The Denver Museum of Nature & Science has determined that the human 
remains are "culturally unidentifiable" under NAGPRA. In 2009, during 
a major inter-tribal consultation meeting and through additional 
consultation with individual tribes, an intertribal agreement was 
established, for disposition of the remains and funerary objects to the 
Hopi Tribe of Arizona; Pueblo of Acoma, New Mexico; Pueblo of Zia, New 
Mexico; and the Zuni Tribe of the Zuni Reservation, New Mexico. In the 
agreement, the Hopi Tribe of Arizona was designated as the lead in 
reburying 11 individuals. In addition, the Hopi Tribe of Arizona will 
rebury five of the individuals (CUIs 28-32) with the assistance of the 
Ute Mountain Tribe of the Ute Mountain Reservation, Colorado, New 
Mexico & Utah. This agreement was presented to the Review Committee on 
October 30, 2009. Pursuant to this agreement, the Denver Museum of 
Nature & Science requested that the Review Committee recommend the 
disposition of the culturally unidentifiable Native American human 
remains and associated funerary objects to the Hopi Tribe of Arizona. 
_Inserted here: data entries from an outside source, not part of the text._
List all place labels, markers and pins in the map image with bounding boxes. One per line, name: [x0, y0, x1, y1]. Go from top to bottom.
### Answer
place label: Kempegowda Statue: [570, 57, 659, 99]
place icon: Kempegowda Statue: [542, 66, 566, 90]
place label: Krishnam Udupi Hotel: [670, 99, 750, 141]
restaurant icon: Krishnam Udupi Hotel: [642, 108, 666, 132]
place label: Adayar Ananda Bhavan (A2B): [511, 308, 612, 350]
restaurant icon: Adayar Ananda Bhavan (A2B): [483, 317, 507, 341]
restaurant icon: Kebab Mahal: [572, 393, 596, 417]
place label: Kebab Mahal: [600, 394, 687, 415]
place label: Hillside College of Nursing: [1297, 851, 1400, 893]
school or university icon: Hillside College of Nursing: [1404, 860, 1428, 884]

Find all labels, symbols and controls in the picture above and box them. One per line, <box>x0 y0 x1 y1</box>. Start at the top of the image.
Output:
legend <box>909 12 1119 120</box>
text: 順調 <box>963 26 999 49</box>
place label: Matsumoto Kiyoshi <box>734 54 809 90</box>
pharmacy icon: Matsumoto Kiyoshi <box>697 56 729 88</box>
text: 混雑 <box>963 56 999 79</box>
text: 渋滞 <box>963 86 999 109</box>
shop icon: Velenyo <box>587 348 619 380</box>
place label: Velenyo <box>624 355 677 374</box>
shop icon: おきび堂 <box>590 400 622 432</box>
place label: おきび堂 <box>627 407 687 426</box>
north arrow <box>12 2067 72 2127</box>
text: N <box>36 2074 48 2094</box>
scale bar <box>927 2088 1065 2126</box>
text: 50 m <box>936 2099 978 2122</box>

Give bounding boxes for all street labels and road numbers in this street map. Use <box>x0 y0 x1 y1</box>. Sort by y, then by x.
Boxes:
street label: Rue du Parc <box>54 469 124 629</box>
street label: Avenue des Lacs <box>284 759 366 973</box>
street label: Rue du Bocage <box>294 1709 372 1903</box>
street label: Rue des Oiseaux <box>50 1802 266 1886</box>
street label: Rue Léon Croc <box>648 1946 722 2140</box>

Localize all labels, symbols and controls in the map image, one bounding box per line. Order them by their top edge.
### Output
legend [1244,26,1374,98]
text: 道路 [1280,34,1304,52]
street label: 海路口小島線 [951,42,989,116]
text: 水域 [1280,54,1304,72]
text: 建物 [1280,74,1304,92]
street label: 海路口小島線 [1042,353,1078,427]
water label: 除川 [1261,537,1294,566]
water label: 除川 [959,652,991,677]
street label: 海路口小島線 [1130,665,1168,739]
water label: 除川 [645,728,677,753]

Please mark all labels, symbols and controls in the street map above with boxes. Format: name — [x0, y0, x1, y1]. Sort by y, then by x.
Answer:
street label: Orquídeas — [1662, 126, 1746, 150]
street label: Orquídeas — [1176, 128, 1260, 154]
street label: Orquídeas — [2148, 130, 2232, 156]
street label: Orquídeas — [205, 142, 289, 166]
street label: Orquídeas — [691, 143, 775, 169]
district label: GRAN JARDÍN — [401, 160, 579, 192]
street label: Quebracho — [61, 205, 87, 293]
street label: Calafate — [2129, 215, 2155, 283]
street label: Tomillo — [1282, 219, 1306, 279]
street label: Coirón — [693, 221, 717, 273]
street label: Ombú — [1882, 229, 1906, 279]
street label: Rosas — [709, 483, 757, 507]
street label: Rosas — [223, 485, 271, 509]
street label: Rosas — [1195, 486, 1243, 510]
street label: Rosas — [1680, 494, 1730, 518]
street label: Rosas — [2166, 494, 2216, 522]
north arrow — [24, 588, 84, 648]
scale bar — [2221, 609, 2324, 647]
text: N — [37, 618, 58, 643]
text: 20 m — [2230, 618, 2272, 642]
The Review Committee considered the request and recommended the 
disposition. The Secretary of the Interior agreed with the Review 
Committee's recommendation. A March 4, 2010, letter from the Designated 
Federal Officer, writing on behalf of the Secretary of the Interior, 
transmitted the authorization for the Denver Museum of Nature & Science 
to effect disposition of the physical remains of the culturally 
unidentifiable individuals and the associated funerary objects to the 
Hopi Tribe of Arizona; Pueblo of Acoma, New Mexico; Pueblo of Zia, New 
Mexico; and the Zuni Tribe of the Zuni Reservation, New Mexico, 
contingent upon the publication of a Notice of Inventory Completion in 
the Federal Register. This notice fulfills that requirement. In the 
same letter, the Secretary recommended the transfer of the associated 
funerary objects to the Indian tribe listed above to the extent allowed 
by Federal, state, or local law.
    Representatives of any other Indian tribe that believes itself to 
be culturally affiliated with the human remains and associated funerary 
objects should contact Dr. Chip Colwell-Chanthaphonh, Denver Museum of 
Nature & Science, 2001 Colorado Blvd., Denver, CO 80205, telephone 
(303) 370-6378, before August 23, 2010. Disposition of the Native 
American human remains and associated funerary objects to the Hopi 
Tribe of Arizona; Pueblo of Acoma, New Mexico; Pueblo of Zia, New 
Mexico; and the Zuni Tribe of the Zuni Reservation, New Mexico, may 
proceed after that date if no additional claimants come forward.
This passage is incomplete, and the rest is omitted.